How then, do we explain the televangelists who preach the "prosperity gospel"? How do we explain the evangelical Christian nationalists who go against God's command to take care of the sick and welcome strangers, while declaring Trump a New Messiah? How can they equate Christian faith with material and financial success for themselves and not for others? How do American conservatives, whose ideology is based on the idea that individual wealth-accumulation is an inherent good, square that circle? How can anyone, in the light of what Jesus, his life and his word represent, call themselves a libertarian and a Christian at the same time? I found some interesting answers to these questions in a book review of Law Reed's book "Was Jesus A Socialist?"

Reed takes some of the chapters from the Bible that clearly explain exactly what I've explained in the opening paragraphs of this post, and interprets them in creative ways to show that Jesus was in fact a libertarian. He bends the words of his Holy Book in ways that show the Holyness of the Legal Contract. He interprets Matthew 20:1-16 the parable of the workers in the vineyard, which closes with another famous quote, "so the last will be first, and the first last," for it to mean that The Kingdom of Heaven is governed by a private land-owner who contracts volunteers, paying them the wages he decides are worthy of their individual contributions. This is diametrically opposed to the way this parable is usually interpreted, namely as evidence of God's grace and egalitarianism because he treats all workers, no matter how long they've worked, with the same gratitude and dignity. Reed takes it to mean that the owner pays all workers whatever he wants, calculating hourly wages and assessing supply and demand. Ridiculous, of course.

Reed also thinks that the parables of the lost sheep, the lost coin and the prodigal son show "the critical value of the solitary individual," when in fact they celebrate the rejoining of these individuals with the loving community they are part of.
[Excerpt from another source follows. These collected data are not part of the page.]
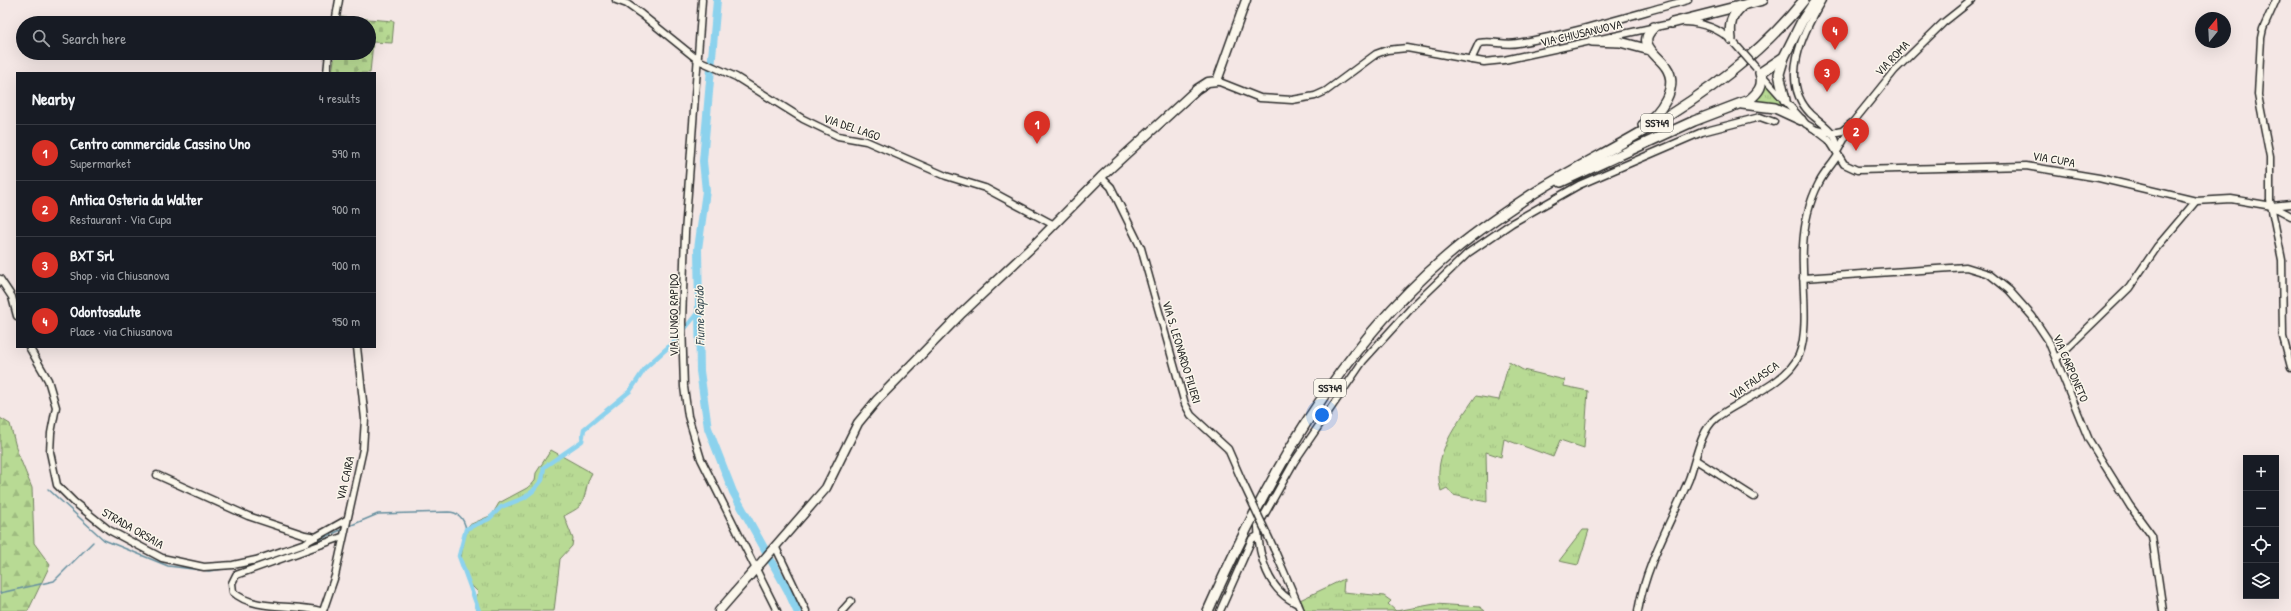 <!DOCTYPE html>
<html lang="en">
<head>
<meta charset="utf-8">
<style>
	:root { --surface:#171b24; --page:#242831; --text:#f1f3f6; --muted:#9ea1a6; --line:#363941; --accent:#d93025 }
	body { margin:0; font-family:"Patrick Hand",sans-serif; background:var(--page); color:var(--text) }
	.controls { position:absolute; right:12px; bottom:12px; display:grid; overflow:hidden; border-radius:0px; box-shadow:0 4px 16px #0002 }
	.controls button { width:36px; height:36px; display:grid; place-items:center; padding:0; border:0; border-bottom:1px solid var(--line); background:var(--surface); color:var(--text); font:20px sans-serif }
	.compass { position:absolute; left:2195px; top:12px; width:36px; height:36px; border-radius:50%; background:var(--surface); box-shadow:0 4px 16px #0002; rotate:18deg }
	.you { position:absolute; left:1322px; top:415px; width:14px; height:14px; margin:-10px; border:3px solid #fff; border-radius:50%; background:#1a73e8; box-shadow:0 0 0 6px #1a73e833 }
	.badge { display:grid; place-items:center; width:26px; height:26px; border-radius:50%; background:var(--accent); color:#fff; font-size:13px; font-weight:700 }
	.pin { position:absolute; translate:-50% -33px; filter:drop-shadow(0 1px 2px #0008) }
	.pin::after { content:''; position:absolute; top:21px; width:14px; height:12px; background:inherit; clip-path:polygon(0 0,100% 0,50% 100%) }
	.list { margin:0; padding:0; list-style:none }
	h2 { display:flex; justify-content:space-between; align-items:center; height:52px; margin:0; padding:0 16px; font-size:17px }
	h2 small { font-size:13px; font-weight:400; color:var(--muted) }
	.list li { display:grid; grid-template-columns:26px 1fr auto; gap:12px; align-items:center; box-sizing:border-box; height:56px; padding:0 16px; border-top:1px solid var(--line) }
	.list b { display:block; font-size:15px; white-space:nowrap }
	.list p { margin:0; font-size:13px; white-space:nowrap; color:var(--muted) }
	.list em { font-size:13px; font-style:normal; color:var(--muted) }
	.icon { flex:none; width:22px; height:22px; fill:none; stroke:currentColor; stroke-width:2; stroke-linecap:round; stroke-linejoin:round }
	.map { position:relative; flex:none; width:2291px; height:611px; overflow:hidden }
	.search { position:absolute; background:var(--surface); box-shadow:0 4px 16px #0002; left:16px; top:16px; width:360px; height:44px; display:flex; align-items:center; gap:10px; box-sizing:border-box; padding:0 14px; border-radius:22px; color:var(--muted); font-size:15px }
	.panel { position:absolute; background:var(--surface); box-shadow:0 4px 16px #0002; left:16px; top:72px; width:360px; height:276px; border-radius:0px }
	.map>svg:first-child { display:block }
</style>
</head>
<body>
<div class="map">
<svg width="2291" height="611" viewBox="0 0 2291 611">
	<defs>
		<pattern id="grass-tufts" width="24" height="20" patternUnits="userSpaceOnUse"><rect width="24" height="20" fill="#b8da94"/><path d="M3 7l-1-3M5 7V3M7 7l1-3M15 17l-1-3M17 17v-4M19 17l1-3" fill="none" stroke="#9ebb80"/></pattern>
		<pattern id="forest-firs" width="22" height="20" patternUnits="userSpaceOnUse"><rect width="22" height="20" fill="#b8da94"/><path d="M5 1l3.5 6h-7zM16 11l3.5 6h-7z" fill="#9ebb80"/></pattern>
		<pattern id="cemetery-stones" width="16" height="16" patternUnits="userSpaceOnUse"><rect width="16" height="16" fill="#b8da94"/><path d="M2 7V4a2 2 0 0 1 4 0v3zM10 15v-3a2 2 0 0 1 4 0v3z" fill="#9ebb80"/></pattern>
	</defs>
	<rect width="100%" height="100%" fill="#f4e7e5"/>
	<filter id="ink" filterUnits="userSpaceOnUse"><feTurbulence type="fractalNoise" baseFrequency=".025" numOctaves="2"/><feDisplacementMap in="SourceGraphic" scale="8" xChannelSelector="R" yChannelSelector="G"/><feConvolveMatrix kernelMatrix="1 2 1 2 8 2 1 2 1" color-interpolation-filters="sRGB"/></filter>
	<g filter="url(#ink)">
		<g fill="url(#grass-tufts)" stroke="#728260">
			<path d="M1766 83 1784 104 1783 106 1755 102 1764 91Z"/>
			<path d="M1509 362 1523 370 1565 380 1564 386 1588 391 1584 448 1560 440 1553 457 1504 439 1501 457 1486 452 1487 502 1453 495 1447 488 1441 491C1431 455 1457 424 1476 396L1499 400Z"/>
			<path d="M551 450 592 473C585 484 587 496 580 506 576 510 569 513 564 516L573 539 572 546 560 559 554 611H477L475 602 478 592C455 571 460 551 469 525L492 515 499 503 527 488 535 481 536 473Z"/>
			<path d="M1583 530H1589L1578 565 1559 561Z"/>
			<path d="M1344 579 1343 592 1384 596 1391 601 1388 604 1396 611 1435 604 1480 607 1485 611H1305L1300 600Z"/>
		</g>
		<path fill="url(#forest-firs)" stroke="#728260" d="M0 418 10 424 17 451 32 488 34 543 50 565 28 611H0Z"/>
		<path fill="url(#cemetery-stones)" stroke="#728260" d="M341 17 394 21 392 43 373 42 370 73H332L335 53H369V23H341Z"/>
		<g fill="none" stroke-linecap="round" stroke-linejoin="round">
			<g stroke="#658f9f" stroke-width="1.5">
				<path d="M48 489 104 540 168 566 209 571 254 565 272 559"/>
				<path d="M347 527 378 514 448 512C459 512 464 519 466 529"/>
				<path d="M294 551 343 529"/>
				<path d="M0 593 54 581 93 542"/>
			</g>
			<path stroke="#8cd2ed" stroke-width="4.5" d="M479 611 459 556 466 529 489 519 501 507 524 498 533 491 542 480 544 467 582 441 584 429 630 391 646 367 674 342 699 311"/>
			<path stroke="#8cd2ed" stroke-width="8" d="M717 0 703 161 706 191 698 249 700 371 708 428 733 492 788 591 797 611"/>
			<g stroke="#2b2b2b" stroke-width="9">
				<g id="minor">
					<path d="M616 0 627 4 641 14 698 60 736 77 803 119 838 136 866 141 946 176 985 188 1054 225"/>
					<path d="M702 0 685 233 682 322 684 387 688 416 701 459 777 611"/>
					<path d="M1822 0C1803 32 1778 82 1811 114 1823 125 1839 132 1837 152"/>
					<path d="M2276 0 2263 29 2261 38 2258 95 2270 157V200L2282 260 2283 337 2291 367"/>
					<path d="M1685 22C1703 23 1718 28 1731 40"/>
					<path d="M335 23 339 0"/>
					<path d="M1471 60 1479 43C1494 40 1503 46 1518 43 1575 33 1632 15 1688 0"/>
					<path d="M327 73 329 53"/>
					<path d="M1761 74 1806 124 1816 130 1832 133 1842 131 1853 122 1895 70 1943 23 1972 0"/>
					<path d="M1217 81 1260 98 1292 100 1315 96 1326 91 1376 54 1387 50 1407 48 1484 62 1504 60 1674 23"/>
					<path d="M1816 130 1829 140 1844 164 1857 170 2026 166 2099 178 2196 201 2231 199 2272 206 2291 204"/>
					<path d="M1838 150 1851 127"/>
					<path d="M1101 177 1111 187 1141 248 1185 404 1191 415 1228 449 1242 481"/>
					<path d="M2272 206 2291 216"/>
					<path d="M1803 278 1966 267 1989 274 2009 290 2032 316 2048 340 2089 440 2130 506 2152 536 2163 611"/>
					<path d="M0 279 12 297 17 316"/>
					<path d="M29 347 48 380 56 407 51 433 50 452 57 485 74 502 109 530 162 558 204 567 233 565 256 560 305 543 346 520"/>
					<path d="M2056 359 2129 288 2157 247 2196 201"/>
					<path d="M1696 460 1754 497"/>
					<path d="M157 475 248 516 305 535 316 537"/>
					<path d="M776 548 806 611"/>
					<path d="M1274 549 1301 611"/>
					<path d="M1298 604C1268 591 1258 556 1258 526L1294 462 1363 361 1414 305 1468 253 1512 223 1579 185 1702 132 1760 117 1774 122"/>
					<path d="M320 611C295 604 253 611 233 592L232 583 236 575 342 537"/>
					<path d="M323 611 335 576 363 449 365 419 357 347"/>
					<path d="M842 611 851 601"/>
					<path d="M1220 611 1252 539 1258 536"/>
					<path d="M1638 611C1646 564 1671 522 1689 479 1696 460 1700 431 1716 418 1739 400 1787 384 1799 355 1810 329 1801 277 1803 247 1804 225 1809 202 1819 183 1824 173 1832 165 1838 155"/>
				</g>
			</g>
			<g stroke="#2b2b2b" stroke-width="11">
				<path id="major" d="M719 611 826 488 858 423 877 400 962 313 1034 245 1101 177 1197 89 1208 82 1217 81 1246 0"/>
			</g>
			<g stroke="#2b2b2b" stroke-width="12">
				<g id="highway">
					<path d="M1672 23 1763 0"/>
					<path d="M1731 39C1729 24 1731 16 1742 6"/>
					<path d="M1592 41 1620 42 1650 50"/>
					<path d="M1784 57 1779 74 1785 100"/>
					<path d="M1742 104 1775 108 1801 120"/>
					<path d="M1643 125C1660 114 1680 87 1666 67 1661 59 1649 52 1647 43 1645 37 1650 31 1654 27"/>
					<path d="M1561 182 1694 121 1749 100C1759 92 1764 85 1760 73L1784 57 1803 19 1816 0"/>
					<path d="M1208 611C1265 482 1337 350 1446 257 1472 234 1502 214 1531 195 1568 171 1608 152 1645 130 1704 95 1761 54 1804 0"/>
				</g>
			</g>
			<use href="#minor" stroke="#fbf7ec" stroke-width="6"/>
			<use href="#major" stroke="#fbf7ec" stroke-width="8"/>
			<use href="#highway" stroke="#fbf7ec" stroke-width="9"/>
			<g stroke="#2b2b2b" stroke-width="9" stroke-linecap="butt">
				<g id="minor-bridge">
					<path d="M1735 44 1756 68"/>
					<path d="M1242 481 1274 549"/>
				</g>
			</g>
			<use href="#minor-bridge" stroke="#fbf7ec" stroke-width="6"/>
		</g>
	</g>
	<g text-anchor="middle" dominant-baseline="central" stroke-width="3" stroke-linejoin="round" paint-order="stroke">
		<g fill="#fbf7ec" stroke="#696865" stroke-width="1">
			<rect x="1641" y="114" width="32" height="18" rx="3"/>
			<rect x="1314" y="379" width="32" height="18" rx="3"/>
		</g>
		<g font-size="11" font-weight="bold" fill="#2b2b2b">
			<text x="1657" y="123">SS749</text>
			<text x="1330" y="388">SS749</text>
		</g>
		<g font-size="12" fill="#2b2b2b" stroke="#fbf7ec">
			<text transform="translate(1581 33) rotate(-13)">VIA CHIUSANUOVA</text>
			<text transform="translate(1892 58) rotate(-46)">VIA ROMA</text>
			<text transform="translate(852 127) rotate(19)">VIA DEL LAGO</text>
			<text transform="translate(2054 159) rotate(10)">VIA CUPA</text>
			<text transform="translate(673 315) rotate(-90)">VIA LUNGO RAPIDO</text>
			<text transform="translate(1182 352) rotate(73)">VIA S. LEONARDO FILIERI</text>
			<text transform="translate(2071 368) rotate(67)">VIA CARPONETO</text>
			<text transform="translate(1754 380) rotate(-35)">VIA FALASCA</text>
			<text transform="translate(345 478) rotate(-77)">VIA CAIRA</text>
			<text transform="translate(133 528) rotate(30)">STRADA ORSAIA</text>
		</g>
		<g font-size="13" font-style="italic" fill="#43555c" stroke="#fbf7ec">
			<text transform="translate(699 316) rotate(-91)">Fiume Rapido</text>
		</g>
	</g>
</svg>
<div class="controls">
<button>+</button>
<button>−</button>
<button><svg class="icon" aria-label="locate" viewBox="0 0 24 24"><circle cx="12" cy="12" r="6"/><path d="M12 2v4M12 18v4M2 12h4M18 12h4"/></svg></button>
<button><svg class="icon" aria-label="layers" viewBox="0 0 24 24"><path d="M12 4l9 5-9 5-9-5zM3 14l9 5 9-5"/></svg></button>
</div>
<svg class="compass" viewBox="-18 -18 36 36"><path d="M0-13l5 13h-10z" fill="#e53935"/><path d="M0 13l5-13h-10z" fill="#9ea1a6"/></svg>
<div class="you"></div>
<div class="pin badge" style="left:1037px;top:144px">1</div>
<div class="pin badge" style="left:1856px;top:151px">2</div>
<div class="pin badge" style="left:1827px;top:92px">3</div>
<div class="pin badge" style="left:1835px;top:50px">4</div>
<div class="search"><svg class="icon" aria-label="search" viewBox="0 0 24 24"><circle cx="10" cy="10" r="6"/><path d="M15 15l6 6"/></svg>Search here</div>
<section class="panel">
<h2>Nearby<small>4 results</small></h2>
<ul class="list">
<li><span class="badge">1</span><div><b>Centro commerciale Cassino Uno</b><p>Supermarket</p></div><em>590 m</em></li>
<li><span class="badge">2</span><div><b>Antica Osteria da Walter</b><p>Restaurant · Via Cupa</p></div><em>900 m</em></li>
<li><span class="badge">3</span><div><b>BXT Srl</b><p>Shop · via Chiusanova</p></div><em>900 m</em></li>
<li><span class="badge">4</span><div><b>Odontosalute</b><p>Place · via Chiusanova</p></div><em>950 m</em></li>
</ul>
</section>
</div>
</body>
</html>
As Reed moves on to treat the “values” of Jesus, his book becomes progressively more dishonest. For example, he discusses chapter 15 of Luke’s gospel, which comprises three famous parables: the lost sheep, the lost coin, and the prodigal son, all of which are part of Jesus’s response to the charge that he associated with sinners. The first parable tells of a shepherd who loses a sheep, tirelessly searches for the lost one, and celebrates with his neighbors once he’s found it; the second tells of a widow with ten silver coins who loses one and does the same as the shepherd; the third and most famous is the story of a young man who demanded his inheritance, spent it all, and was nonetheless welcomed back by his father with a great feast. These parables, Reed says, “emphasize the critical value of the solitary individual.” I invite readers to glance through these parables themselves and decide whether that is a tenable reading.
source: Current Affairs

Read the entire article; it's really good. If I was a Christian, I'd steer clear of any religious leader who preaches the prosperity gospel, Christian nationalism, or claims that homosexuals and abortion are works of the Devil. Jesus was a kindhearted, forgiving man who preached that sinners are to be welcomed into the Kingdom of Heaven and that riches are to be redistributed to the needy and that strangers are to be welcomed. Camels don't fit through needles. Period.